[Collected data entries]
= = =

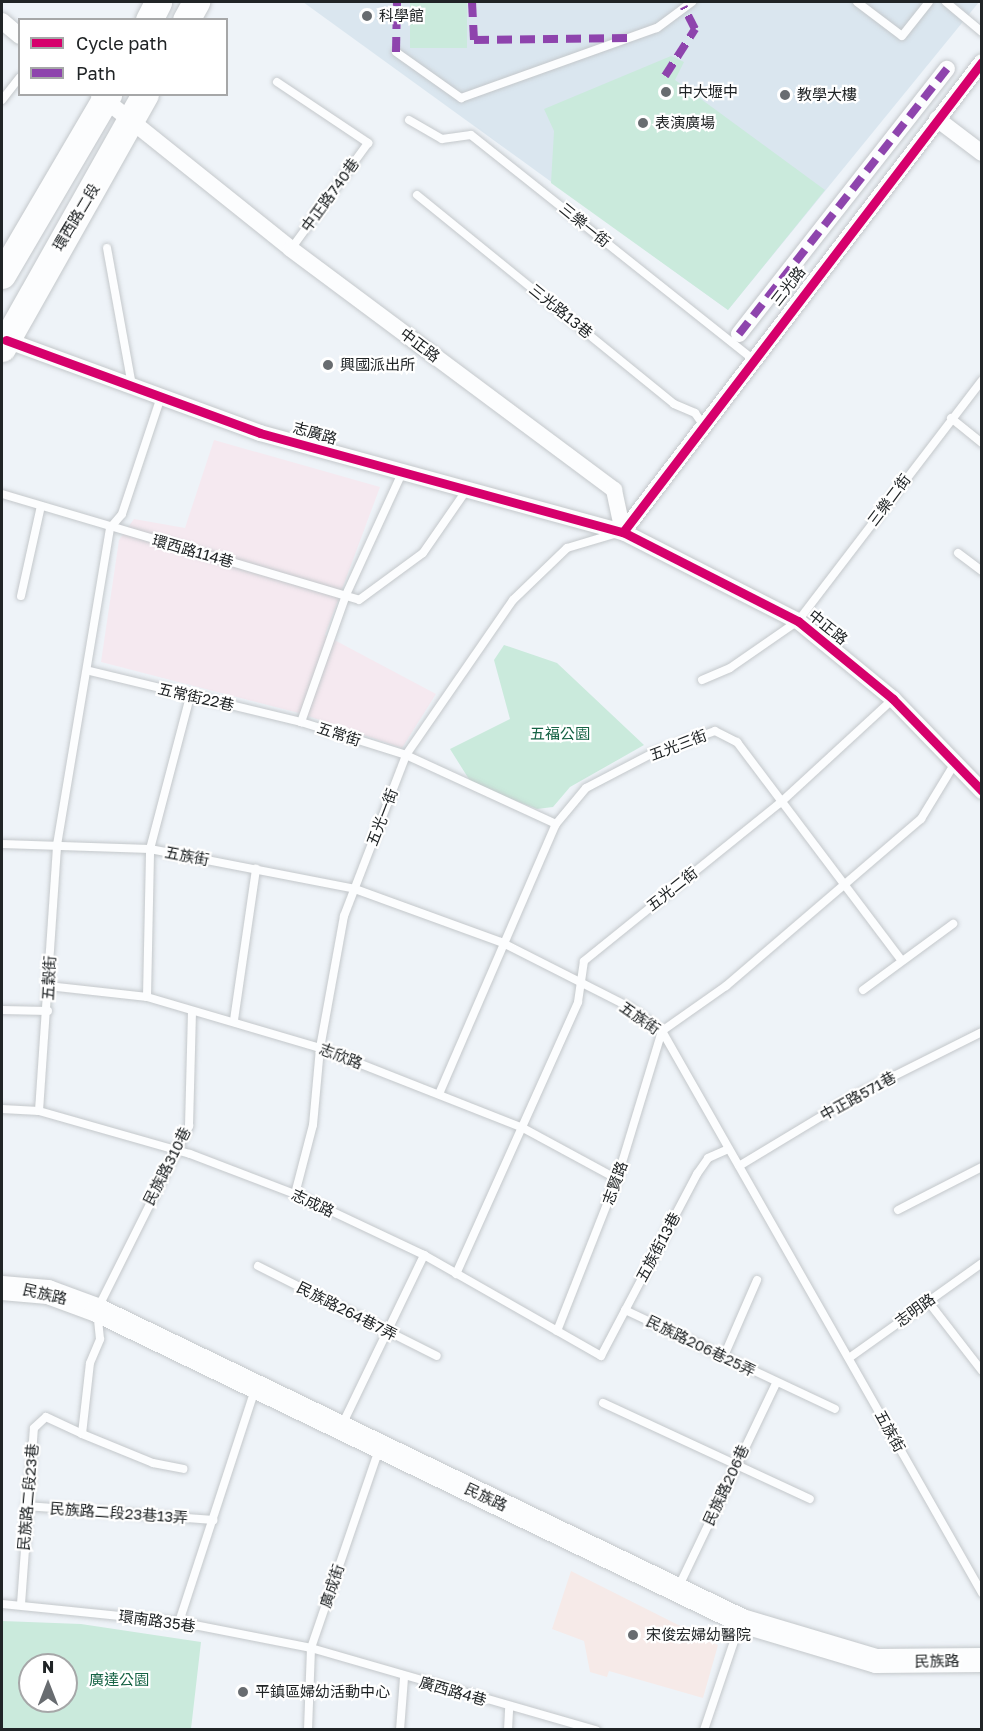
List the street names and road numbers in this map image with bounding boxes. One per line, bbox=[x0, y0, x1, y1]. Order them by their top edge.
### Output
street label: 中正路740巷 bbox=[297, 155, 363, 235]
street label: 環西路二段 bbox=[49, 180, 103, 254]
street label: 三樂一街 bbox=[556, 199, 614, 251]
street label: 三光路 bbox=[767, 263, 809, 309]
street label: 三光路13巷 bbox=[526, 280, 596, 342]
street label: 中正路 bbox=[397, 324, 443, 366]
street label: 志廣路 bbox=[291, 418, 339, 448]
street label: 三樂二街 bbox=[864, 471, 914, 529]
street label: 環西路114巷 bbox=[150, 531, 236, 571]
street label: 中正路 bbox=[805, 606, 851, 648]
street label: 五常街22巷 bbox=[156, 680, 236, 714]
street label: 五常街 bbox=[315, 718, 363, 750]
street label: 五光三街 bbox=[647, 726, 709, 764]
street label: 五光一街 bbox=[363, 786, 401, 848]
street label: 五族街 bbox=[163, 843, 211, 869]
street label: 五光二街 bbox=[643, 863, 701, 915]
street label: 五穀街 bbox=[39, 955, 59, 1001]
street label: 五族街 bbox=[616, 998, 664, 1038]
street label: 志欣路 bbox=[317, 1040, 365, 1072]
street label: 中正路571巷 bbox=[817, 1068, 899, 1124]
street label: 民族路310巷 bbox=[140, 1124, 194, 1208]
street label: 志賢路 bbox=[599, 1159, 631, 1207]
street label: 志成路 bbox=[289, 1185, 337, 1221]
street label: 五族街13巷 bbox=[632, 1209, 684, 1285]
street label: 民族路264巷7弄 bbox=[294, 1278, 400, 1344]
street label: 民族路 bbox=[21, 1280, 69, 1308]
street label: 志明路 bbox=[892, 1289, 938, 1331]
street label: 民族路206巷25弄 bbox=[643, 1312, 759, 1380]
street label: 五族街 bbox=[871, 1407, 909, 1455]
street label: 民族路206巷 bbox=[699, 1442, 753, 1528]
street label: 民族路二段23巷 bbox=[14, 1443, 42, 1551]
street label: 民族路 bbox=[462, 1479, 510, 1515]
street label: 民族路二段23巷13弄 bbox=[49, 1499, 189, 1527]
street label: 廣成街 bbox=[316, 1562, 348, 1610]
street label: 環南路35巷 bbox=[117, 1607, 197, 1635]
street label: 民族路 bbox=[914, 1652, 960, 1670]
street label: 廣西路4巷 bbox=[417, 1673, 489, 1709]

= = =

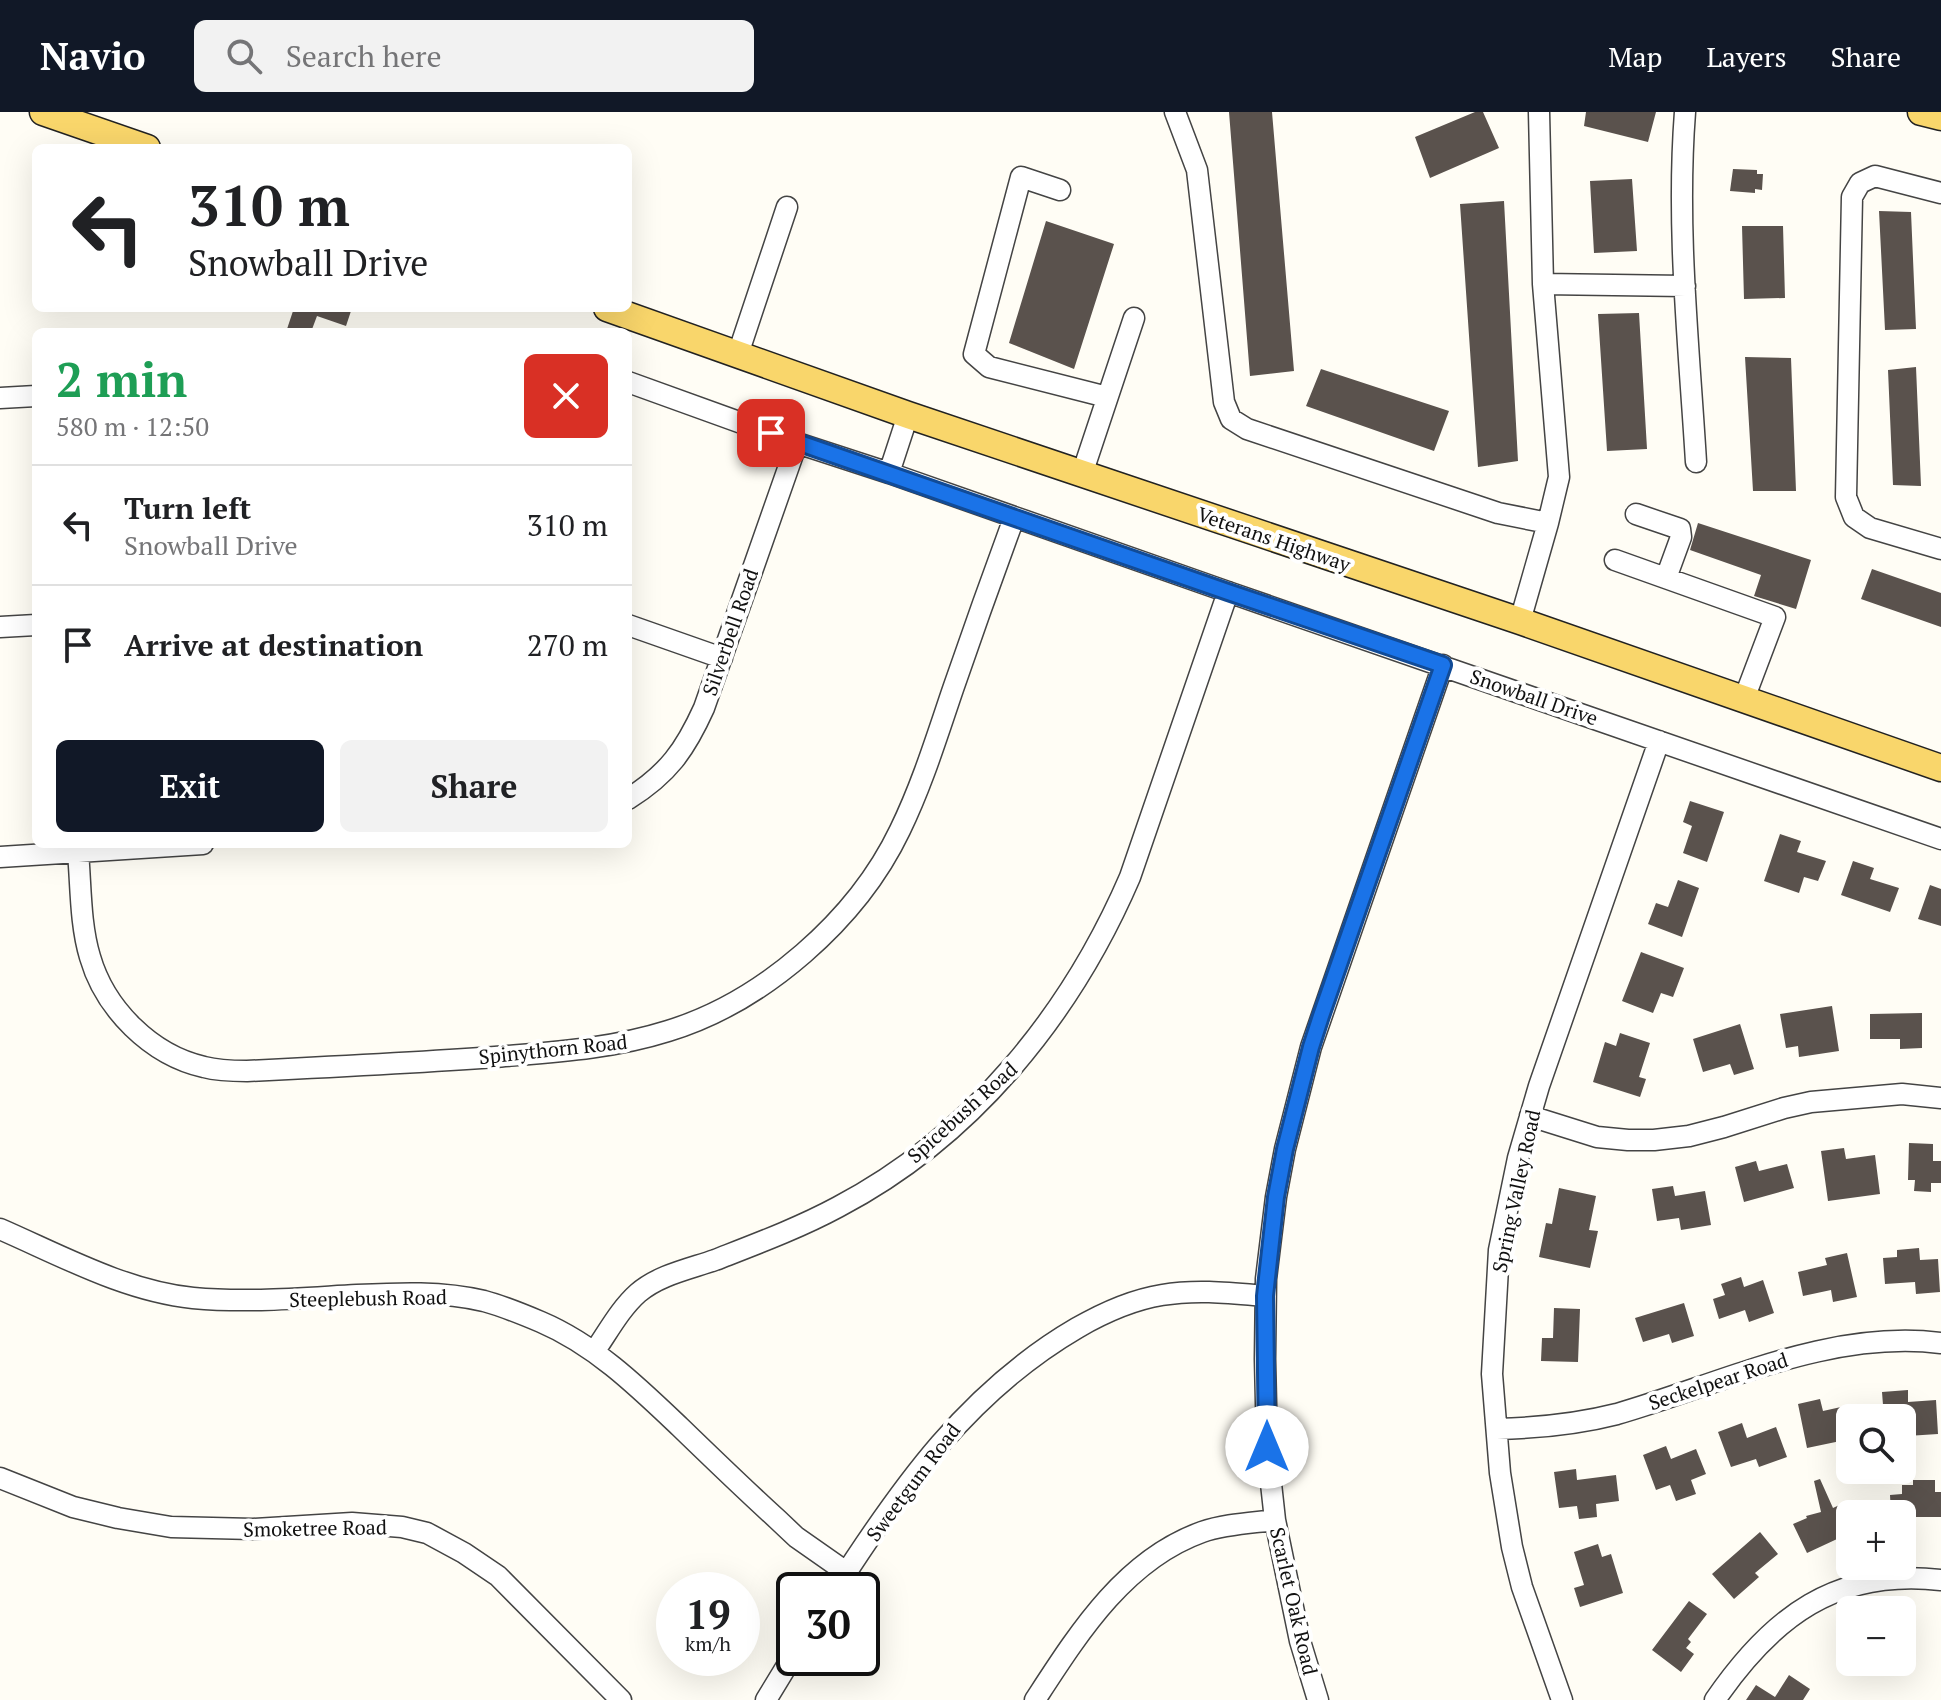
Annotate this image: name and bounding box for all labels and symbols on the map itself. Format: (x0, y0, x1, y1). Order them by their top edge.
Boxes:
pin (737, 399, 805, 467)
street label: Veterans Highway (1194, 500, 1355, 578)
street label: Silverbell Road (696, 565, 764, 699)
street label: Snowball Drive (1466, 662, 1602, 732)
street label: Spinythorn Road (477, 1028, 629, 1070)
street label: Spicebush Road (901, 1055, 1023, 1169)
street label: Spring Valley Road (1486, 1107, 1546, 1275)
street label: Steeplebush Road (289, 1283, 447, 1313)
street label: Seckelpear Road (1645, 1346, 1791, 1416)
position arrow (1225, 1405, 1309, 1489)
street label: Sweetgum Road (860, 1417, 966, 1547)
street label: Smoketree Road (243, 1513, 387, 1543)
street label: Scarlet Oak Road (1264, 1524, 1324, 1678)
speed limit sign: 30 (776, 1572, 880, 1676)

= = =

PROMPT » Copy all lines from the data above that contain the word "bounding".

OUTPUT FOR THIS EXERCISE »
List the street names and road numbers in this map image with bounding boxes. One per line, bbox=[x0, y0, x1, y1]. Order them by their top edge.
Annotate this image: name and bounding box for all labels and symbols on the map itself. Format: (x0, y0, x1, y1). Order them by their top edge.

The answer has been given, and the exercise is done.